*What is expected*
List each line of the data in which the string "size" appears.

*Dataset records*

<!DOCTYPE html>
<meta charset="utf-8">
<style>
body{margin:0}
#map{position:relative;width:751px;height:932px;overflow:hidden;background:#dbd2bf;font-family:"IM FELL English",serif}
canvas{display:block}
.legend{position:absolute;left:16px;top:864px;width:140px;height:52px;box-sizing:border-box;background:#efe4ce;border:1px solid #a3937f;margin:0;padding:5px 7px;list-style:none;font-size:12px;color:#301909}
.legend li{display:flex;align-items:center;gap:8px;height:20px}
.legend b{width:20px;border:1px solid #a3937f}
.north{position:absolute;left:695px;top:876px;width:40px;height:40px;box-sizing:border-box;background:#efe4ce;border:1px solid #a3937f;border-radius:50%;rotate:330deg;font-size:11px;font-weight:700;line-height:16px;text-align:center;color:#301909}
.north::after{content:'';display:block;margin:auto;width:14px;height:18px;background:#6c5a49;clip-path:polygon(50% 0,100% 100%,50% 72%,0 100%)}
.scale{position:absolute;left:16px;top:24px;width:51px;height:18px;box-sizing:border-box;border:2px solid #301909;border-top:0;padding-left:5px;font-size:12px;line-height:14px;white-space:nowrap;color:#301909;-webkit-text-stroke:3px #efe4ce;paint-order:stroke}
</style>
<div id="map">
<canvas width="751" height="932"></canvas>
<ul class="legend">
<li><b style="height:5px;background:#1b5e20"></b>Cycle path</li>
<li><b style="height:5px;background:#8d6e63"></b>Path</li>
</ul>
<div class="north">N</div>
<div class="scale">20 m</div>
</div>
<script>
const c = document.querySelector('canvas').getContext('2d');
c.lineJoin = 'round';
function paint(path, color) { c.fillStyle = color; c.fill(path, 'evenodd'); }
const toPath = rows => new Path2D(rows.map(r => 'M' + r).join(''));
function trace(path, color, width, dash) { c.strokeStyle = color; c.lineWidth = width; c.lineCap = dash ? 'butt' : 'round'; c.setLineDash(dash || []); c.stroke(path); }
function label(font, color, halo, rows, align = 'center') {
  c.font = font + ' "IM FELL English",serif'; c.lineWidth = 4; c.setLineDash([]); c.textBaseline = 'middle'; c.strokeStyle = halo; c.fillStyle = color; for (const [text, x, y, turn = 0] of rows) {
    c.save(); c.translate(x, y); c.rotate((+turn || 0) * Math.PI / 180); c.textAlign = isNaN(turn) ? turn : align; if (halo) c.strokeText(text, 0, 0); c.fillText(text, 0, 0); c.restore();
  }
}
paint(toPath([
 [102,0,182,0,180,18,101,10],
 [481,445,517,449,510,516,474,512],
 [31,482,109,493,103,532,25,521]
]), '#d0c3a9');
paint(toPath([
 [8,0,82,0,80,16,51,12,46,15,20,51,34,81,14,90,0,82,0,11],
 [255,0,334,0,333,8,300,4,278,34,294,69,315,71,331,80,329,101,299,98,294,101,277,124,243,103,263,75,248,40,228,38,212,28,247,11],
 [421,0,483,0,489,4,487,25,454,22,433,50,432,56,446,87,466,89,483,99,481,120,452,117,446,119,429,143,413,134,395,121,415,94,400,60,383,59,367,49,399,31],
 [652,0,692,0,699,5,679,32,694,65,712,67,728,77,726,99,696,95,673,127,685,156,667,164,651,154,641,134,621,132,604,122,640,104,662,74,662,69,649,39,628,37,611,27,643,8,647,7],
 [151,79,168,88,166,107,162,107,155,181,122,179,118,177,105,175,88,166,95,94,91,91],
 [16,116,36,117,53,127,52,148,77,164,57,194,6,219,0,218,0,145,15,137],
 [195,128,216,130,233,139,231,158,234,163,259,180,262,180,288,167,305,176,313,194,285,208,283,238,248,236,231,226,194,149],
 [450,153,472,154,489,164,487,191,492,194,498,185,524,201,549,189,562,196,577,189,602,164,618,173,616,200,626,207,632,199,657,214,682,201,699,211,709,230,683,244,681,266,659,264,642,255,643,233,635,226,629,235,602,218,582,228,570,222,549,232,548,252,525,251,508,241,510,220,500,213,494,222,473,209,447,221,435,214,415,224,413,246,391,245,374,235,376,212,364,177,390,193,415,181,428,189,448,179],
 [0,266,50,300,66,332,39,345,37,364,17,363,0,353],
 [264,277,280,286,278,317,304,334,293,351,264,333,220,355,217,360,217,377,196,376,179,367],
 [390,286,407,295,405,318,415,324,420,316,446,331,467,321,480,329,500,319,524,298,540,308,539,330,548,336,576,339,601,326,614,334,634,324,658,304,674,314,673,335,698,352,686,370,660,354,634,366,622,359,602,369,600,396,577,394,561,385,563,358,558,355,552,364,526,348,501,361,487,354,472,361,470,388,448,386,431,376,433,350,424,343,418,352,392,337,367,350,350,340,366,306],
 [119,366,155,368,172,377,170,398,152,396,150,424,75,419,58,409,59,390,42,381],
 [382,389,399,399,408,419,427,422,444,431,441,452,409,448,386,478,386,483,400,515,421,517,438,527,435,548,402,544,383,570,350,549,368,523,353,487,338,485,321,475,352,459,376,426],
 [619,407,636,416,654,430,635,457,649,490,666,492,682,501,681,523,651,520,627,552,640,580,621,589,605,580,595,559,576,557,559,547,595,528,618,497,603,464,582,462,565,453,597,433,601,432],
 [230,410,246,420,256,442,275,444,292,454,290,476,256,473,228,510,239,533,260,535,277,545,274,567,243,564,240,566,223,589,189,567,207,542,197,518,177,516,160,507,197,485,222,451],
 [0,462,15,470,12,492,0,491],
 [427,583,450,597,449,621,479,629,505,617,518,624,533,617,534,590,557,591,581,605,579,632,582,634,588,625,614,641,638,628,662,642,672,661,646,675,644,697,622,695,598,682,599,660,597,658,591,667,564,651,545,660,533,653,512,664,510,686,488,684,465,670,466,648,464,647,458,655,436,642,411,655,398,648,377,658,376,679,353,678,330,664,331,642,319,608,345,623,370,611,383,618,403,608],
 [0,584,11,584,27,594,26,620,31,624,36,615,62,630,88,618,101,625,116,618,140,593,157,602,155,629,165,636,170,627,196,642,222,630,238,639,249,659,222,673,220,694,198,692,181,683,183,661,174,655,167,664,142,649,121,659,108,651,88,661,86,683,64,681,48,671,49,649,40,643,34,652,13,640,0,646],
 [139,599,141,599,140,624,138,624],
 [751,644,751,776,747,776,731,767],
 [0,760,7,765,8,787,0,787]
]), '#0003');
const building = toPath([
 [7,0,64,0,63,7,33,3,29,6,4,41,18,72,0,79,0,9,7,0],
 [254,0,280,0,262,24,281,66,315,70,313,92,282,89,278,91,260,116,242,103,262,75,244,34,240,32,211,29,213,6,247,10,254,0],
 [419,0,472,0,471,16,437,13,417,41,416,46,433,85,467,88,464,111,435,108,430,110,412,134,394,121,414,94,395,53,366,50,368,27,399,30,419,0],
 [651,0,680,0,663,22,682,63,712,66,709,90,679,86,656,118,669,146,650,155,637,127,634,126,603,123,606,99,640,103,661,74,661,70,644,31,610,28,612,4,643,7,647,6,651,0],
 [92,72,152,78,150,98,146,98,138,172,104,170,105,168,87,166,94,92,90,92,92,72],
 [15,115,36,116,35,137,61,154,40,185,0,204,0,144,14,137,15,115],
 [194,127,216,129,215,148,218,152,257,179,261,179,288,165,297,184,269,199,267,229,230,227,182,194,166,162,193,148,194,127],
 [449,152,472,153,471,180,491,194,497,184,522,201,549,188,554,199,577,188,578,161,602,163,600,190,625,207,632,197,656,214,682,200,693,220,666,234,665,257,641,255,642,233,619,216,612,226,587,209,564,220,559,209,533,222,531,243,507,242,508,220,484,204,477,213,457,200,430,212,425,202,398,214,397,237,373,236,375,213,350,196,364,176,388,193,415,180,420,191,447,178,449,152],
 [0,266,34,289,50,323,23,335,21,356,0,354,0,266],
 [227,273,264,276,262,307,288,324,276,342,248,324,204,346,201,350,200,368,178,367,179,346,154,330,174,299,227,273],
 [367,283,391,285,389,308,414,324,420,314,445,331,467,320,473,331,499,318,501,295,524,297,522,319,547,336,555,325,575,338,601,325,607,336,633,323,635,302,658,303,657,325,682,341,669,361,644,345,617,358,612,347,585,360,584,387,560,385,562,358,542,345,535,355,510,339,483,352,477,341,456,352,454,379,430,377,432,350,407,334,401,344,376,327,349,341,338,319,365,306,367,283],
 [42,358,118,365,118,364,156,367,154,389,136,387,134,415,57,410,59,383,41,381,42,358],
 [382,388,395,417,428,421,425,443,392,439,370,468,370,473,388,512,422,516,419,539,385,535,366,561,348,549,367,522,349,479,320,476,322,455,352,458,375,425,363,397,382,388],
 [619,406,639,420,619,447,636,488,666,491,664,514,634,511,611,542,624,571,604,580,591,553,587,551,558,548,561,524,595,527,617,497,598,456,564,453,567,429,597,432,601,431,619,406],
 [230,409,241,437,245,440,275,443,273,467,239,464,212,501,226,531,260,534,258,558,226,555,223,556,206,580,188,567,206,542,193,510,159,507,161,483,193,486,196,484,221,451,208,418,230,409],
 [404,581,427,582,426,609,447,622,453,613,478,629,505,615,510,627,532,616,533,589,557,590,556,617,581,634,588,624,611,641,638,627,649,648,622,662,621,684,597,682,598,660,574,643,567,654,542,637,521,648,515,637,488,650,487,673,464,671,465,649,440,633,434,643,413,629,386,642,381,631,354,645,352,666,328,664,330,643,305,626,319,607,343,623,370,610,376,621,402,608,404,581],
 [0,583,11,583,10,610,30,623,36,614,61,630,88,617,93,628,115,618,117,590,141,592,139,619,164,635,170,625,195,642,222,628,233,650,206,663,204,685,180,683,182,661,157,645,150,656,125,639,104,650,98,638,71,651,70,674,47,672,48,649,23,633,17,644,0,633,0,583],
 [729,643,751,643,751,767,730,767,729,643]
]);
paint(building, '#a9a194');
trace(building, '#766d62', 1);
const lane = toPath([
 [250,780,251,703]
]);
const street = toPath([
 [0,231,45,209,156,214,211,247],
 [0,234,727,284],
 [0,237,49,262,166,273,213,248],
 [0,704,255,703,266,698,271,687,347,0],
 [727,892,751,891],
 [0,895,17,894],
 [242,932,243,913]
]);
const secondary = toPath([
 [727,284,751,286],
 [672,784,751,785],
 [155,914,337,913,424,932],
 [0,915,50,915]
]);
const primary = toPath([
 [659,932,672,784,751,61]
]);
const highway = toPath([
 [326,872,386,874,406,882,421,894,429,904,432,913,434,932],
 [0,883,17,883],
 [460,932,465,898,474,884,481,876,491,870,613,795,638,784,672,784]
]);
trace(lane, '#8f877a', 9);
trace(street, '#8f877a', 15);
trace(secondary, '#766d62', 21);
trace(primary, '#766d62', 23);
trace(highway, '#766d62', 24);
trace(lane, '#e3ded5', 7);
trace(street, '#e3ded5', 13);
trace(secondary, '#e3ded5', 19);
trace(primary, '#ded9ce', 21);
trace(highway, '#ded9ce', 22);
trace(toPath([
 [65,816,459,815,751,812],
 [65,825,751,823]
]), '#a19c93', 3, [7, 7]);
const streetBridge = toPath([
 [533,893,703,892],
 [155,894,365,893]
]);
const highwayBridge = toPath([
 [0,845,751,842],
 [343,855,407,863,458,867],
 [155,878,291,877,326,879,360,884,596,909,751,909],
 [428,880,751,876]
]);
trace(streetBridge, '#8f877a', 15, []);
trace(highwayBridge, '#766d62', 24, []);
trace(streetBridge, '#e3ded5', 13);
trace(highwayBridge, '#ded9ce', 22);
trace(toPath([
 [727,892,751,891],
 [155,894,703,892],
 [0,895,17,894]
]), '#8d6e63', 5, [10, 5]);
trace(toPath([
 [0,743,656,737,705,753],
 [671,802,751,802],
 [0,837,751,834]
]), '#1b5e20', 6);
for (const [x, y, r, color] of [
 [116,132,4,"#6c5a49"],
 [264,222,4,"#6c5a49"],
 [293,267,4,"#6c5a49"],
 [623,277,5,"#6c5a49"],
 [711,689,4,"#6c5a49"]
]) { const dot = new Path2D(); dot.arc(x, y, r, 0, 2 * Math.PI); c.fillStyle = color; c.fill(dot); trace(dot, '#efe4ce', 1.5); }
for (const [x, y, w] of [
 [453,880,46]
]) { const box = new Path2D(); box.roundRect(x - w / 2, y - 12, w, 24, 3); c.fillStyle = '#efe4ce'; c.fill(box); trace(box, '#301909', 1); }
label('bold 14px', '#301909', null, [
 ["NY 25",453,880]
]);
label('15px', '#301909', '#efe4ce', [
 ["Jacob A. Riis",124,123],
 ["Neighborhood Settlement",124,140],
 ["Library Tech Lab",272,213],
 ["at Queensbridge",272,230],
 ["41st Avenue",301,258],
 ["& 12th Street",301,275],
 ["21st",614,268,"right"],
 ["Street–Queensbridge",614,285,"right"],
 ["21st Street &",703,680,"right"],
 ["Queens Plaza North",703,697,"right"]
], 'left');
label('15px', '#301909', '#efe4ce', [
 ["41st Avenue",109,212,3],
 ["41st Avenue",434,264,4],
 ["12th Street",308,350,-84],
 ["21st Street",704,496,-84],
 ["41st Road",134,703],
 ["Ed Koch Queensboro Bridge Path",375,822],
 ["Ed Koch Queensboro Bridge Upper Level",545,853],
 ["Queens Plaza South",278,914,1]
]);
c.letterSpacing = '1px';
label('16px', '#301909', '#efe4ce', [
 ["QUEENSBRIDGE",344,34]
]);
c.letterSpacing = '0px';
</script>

*Solution to the exercise*
.legend{position:absolute;left:16px;top:864px;width:140px;height:52px;box-sizing:border-box;background:#efe4ce;border:1px solid #a3937f;margin:0;padding:5px 7px;list-style:none;font-size:12px;color:#301909}
.north{position:absolute;left:695px;top:876px;width:40px;height:40px;box-sizing:border-box;background:#efe4ce;border:1px solid #a3937f;border-radius:50%;rotate:330deg;font-size:11px;font-weight:700;line-height:16px;text-align:center;color:#301909}
.scale{position:absolute;left:16px;top:24px;width:51px;height:18px;box-sizing:border-box;border:2px solid #301909;border-top:0;padding-left:5px;font-size:12px;line-height:14px;white-space:nowrap;color:#301909;-webkit-text-stroke:3px #efe4ce;paint-order:stroke}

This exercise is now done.